Her şeyde olduğu gibi sanatın bu en görkemli dalı olan Edebiyat da zamanın doymaz arsız vefasız ve en önemlisi duygularını yitirmiş ruhsuz kalemlerine mi devredildi.
Dünya Edebiyatına kısa bir bakış attığımda ise şu cümleleri paylaşmak istedim kısa ancak içi çok dolu bence…

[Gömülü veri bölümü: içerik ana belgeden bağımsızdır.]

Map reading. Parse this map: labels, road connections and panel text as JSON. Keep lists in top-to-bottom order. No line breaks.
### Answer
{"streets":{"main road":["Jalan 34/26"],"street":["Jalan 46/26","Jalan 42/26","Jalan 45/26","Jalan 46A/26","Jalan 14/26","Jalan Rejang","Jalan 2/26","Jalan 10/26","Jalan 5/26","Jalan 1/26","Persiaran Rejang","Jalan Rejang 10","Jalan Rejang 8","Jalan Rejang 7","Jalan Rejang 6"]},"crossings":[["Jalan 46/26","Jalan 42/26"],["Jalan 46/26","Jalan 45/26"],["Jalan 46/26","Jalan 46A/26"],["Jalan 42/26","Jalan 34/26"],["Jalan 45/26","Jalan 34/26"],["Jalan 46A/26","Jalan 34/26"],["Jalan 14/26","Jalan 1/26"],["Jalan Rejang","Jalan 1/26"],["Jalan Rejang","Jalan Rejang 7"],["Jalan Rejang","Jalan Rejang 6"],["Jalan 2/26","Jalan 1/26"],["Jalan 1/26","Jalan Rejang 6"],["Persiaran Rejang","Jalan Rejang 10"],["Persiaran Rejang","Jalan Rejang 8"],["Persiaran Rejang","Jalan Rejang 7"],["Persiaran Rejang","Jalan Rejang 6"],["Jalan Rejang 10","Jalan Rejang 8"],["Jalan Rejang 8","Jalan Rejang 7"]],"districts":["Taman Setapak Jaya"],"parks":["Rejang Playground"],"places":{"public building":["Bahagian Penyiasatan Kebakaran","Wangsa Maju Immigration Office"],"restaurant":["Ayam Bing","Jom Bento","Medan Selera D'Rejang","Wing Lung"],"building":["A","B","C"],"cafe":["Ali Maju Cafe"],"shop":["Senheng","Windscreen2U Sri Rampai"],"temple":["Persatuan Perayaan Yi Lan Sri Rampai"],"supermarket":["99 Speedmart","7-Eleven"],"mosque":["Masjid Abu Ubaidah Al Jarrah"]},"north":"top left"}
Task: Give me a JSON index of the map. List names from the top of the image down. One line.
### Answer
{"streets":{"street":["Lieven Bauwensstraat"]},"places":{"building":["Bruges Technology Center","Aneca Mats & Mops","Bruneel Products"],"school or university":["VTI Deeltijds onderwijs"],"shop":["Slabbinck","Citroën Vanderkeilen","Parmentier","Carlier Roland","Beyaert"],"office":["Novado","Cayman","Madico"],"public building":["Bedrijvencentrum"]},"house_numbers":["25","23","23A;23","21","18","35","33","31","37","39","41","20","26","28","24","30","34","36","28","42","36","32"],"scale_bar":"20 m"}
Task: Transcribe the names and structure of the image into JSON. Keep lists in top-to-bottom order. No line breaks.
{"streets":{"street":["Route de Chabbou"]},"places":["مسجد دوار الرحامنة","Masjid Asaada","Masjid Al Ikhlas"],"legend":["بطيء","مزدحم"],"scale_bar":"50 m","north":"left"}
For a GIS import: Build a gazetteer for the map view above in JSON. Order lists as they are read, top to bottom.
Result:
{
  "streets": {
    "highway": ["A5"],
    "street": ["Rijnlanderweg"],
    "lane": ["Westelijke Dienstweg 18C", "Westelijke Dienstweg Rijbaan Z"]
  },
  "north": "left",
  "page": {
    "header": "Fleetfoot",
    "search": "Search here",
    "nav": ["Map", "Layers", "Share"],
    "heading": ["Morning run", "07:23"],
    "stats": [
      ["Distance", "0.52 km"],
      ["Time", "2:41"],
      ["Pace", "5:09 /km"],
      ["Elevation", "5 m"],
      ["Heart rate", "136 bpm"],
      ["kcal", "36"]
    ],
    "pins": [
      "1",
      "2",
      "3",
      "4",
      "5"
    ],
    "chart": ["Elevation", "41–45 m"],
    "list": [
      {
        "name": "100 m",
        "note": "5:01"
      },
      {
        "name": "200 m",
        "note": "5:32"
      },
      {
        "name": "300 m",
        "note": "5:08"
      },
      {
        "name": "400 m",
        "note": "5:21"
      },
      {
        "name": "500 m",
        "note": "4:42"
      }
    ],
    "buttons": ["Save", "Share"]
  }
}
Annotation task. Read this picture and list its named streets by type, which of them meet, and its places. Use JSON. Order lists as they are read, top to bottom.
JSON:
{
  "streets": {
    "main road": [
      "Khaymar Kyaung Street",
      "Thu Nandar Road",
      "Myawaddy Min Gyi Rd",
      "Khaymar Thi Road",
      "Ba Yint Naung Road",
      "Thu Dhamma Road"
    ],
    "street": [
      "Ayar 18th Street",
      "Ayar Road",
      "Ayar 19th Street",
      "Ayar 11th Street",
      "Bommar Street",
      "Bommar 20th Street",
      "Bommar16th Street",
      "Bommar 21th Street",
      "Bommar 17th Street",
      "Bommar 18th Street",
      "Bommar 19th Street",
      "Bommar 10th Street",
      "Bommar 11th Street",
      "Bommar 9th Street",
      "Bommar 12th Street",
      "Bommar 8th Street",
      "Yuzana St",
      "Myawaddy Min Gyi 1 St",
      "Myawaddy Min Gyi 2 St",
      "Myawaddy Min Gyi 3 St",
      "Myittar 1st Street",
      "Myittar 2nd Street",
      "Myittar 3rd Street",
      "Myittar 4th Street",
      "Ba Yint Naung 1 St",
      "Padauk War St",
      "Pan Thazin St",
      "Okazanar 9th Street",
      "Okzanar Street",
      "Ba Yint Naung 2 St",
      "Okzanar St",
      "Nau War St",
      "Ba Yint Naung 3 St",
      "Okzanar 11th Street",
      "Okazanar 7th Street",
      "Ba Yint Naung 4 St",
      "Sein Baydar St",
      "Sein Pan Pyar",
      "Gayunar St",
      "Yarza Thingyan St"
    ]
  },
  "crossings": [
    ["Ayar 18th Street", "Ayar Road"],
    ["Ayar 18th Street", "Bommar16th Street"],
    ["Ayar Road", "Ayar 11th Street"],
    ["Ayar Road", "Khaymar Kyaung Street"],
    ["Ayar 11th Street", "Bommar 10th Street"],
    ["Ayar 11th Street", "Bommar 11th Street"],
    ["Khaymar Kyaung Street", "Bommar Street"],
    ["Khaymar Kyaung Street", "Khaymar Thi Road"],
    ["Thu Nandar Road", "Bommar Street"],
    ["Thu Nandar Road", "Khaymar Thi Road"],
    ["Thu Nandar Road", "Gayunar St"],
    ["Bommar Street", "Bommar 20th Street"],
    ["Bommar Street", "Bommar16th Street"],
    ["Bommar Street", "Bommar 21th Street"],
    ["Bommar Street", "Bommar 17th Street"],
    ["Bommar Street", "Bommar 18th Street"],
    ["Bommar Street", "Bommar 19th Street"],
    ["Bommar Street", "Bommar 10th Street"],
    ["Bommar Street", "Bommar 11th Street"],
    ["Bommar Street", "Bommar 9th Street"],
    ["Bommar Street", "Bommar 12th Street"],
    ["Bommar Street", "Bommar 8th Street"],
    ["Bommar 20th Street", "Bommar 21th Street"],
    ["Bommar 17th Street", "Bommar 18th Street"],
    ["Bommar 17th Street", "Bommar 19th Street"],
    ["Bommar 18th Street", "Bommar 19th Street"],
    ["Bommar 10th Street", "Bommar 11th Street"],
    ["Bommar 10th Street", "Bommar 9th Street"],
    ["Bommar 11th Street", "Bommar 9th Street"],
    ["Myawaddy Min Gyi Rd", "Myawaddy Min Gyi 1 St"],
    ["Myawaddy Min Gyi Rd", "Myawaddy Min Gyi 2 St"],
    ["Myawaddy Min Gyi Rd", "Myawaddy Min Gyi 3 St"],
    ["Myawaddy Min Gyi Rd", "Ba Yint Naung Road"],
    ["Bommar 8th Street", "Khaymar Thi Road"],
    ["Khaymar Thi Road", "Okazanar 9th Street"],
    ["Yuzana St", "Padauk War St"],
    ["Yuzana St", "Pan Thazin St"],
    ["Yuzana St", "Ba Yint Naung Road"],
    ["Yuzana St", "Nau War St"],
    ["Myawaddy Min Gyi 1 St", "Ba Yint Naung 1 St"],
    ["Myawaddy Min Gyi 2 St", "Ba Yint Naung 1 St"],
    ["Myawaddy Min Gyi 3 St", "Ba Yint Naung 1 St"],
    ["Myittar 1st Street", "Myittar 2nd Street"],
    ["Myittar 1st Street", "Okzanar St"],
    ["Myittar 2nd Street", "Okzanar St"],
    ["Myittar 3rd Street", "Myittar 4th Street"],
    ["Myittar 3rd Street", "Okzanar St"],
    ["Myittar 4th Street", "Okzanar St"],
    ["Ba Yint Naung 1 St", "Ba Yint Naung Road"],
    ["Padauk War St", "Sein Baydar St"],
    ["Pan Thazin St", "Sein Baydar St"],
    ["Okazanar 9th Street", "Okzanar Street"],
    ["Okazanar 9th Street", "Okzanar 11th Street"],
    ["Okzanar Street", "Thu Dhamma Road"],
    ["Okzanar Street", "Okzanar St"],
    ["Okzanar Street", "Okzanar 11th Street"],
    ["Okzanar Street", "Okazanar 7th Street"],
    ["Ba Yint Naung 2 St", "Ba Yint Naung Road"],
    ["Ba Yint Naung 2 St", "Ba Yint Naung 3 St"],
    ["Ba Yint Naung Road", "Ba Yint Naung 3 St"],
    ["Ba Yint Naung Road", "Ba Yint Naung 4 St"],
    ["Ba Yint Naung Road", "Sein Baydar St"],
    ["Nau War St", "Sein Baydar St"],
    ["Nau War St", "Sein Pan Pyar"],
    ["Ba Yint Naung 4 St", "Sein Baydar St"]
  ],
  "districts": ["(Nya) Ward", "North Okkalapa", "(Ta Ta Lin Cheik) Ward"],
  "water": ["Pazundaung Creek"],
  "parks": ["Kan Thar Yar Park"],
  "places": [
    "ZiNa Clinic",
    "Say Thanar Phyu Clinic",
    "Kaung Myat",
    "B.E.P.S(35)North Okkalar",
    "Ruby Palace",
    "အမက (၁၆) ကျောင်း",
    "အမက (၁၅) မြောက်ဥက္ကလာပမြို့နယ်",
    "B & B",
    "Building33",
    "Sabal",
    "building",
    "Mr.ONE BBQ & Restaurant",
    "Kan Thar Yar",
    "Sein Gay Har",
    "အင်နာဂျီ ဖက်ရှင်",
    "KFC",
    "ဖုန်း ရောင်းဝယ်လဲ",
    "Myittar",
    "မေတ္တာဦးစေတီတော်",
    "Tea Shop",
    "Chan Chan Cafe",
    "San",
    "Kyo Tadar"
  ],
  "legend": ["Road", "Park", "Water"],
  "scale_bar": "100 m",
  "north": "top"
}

Gerçekte dünya edebiyatı kavramının tanımsal sınırlarını nasıl çizmeliyiz? Bu kavramın sürdürülebilir tanımı için ulus-aşırı ya da ulus-ötesi anlayışın daimi bir gerekliliği var mıdır? Dünya edebiyatı başka dillere çevrilme, teknolojik olanaklarla dolaşıma girme, yeniden yazılma, çoğalma gibi etmenlerle zamansallığını ve uzamsallığını nasıl konumlandırır? Dünya edebiyatının zamansallığını ve uzamsallığını nasıl düşünebiliriz?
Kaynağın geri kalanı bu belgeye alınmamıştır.